> Data for this task
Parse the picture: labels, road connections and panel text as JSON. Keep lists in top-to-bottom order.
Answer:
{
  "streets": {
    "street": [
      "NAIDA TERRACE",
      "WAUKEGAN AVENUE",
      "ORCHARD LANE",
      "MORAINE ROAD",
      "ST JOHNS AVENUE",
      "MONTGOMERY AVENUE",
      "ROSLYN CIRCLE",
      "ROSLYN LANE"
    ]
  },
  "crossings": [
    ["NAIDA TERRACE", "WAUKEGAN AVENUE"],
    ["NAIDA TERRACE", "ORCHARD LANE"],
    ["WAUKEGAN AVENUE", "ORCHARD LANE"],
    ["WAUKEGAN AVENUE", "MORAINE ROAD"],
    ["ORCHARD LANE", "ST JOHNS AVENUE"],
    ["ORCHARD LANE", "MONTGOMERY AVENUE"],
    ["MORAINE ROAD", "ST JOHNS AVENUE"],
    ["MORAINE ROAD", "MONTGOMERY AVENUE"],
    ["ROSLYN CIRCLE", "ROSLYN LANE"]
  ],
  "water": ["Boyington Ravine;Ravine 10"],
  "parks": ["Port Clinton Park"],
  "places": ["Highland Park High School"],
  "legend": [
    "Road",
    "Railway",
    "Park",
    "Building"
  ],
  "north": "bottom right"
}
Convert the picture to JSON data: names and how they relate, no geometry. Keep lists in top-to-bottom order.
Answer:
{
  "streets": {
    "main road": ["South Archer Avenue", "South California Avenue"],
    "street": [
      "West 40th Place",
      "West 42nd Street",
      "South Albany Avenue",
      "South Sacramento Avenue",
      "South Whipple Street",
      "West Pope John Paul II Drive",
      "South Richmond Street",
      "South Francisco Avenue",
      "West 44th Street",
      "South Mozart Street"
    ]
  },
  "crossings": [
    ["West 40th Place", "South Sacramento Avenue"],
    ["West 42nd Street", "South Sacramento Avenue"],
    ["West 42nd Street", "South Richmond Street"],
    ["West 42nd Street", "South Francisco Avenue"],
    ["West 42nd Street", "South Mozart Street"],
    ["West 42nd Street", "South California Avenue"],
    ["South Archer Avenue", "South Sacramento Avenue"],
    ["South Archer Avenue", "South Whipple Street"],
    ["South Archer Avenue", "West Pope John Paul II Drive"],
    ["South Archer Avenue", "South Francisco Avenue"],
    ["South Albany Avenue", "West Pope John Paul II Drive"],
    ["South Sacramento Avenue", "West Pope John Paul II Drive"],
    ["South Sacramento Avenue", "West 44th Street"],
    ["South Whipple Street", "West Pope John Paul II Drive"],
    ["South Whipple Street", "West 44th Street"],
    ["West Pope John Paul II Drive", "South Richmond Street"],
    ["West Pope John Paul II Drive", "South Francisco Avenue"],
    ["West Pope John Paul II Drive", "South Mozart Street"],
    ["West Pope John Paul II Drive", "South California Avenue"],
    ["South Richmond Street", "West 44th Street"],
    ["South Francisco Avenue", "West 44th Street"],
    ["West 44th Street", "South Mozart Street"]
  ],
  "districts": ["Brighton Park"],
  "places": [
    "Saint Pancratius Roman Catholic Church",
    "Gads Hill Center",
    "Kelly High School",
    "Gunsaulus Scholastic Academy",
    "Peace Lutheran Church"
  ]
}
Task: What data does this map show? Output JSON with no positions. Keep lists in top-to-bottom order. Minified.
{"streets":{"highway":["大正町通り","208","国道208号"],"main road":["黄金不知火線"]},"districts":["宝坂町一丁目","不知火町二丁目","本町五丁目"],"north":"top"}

> Task description
Search the data above for the word "places" and show every line that has it.

> Result below
  "places": ["Highland Park High School"],
  "places": [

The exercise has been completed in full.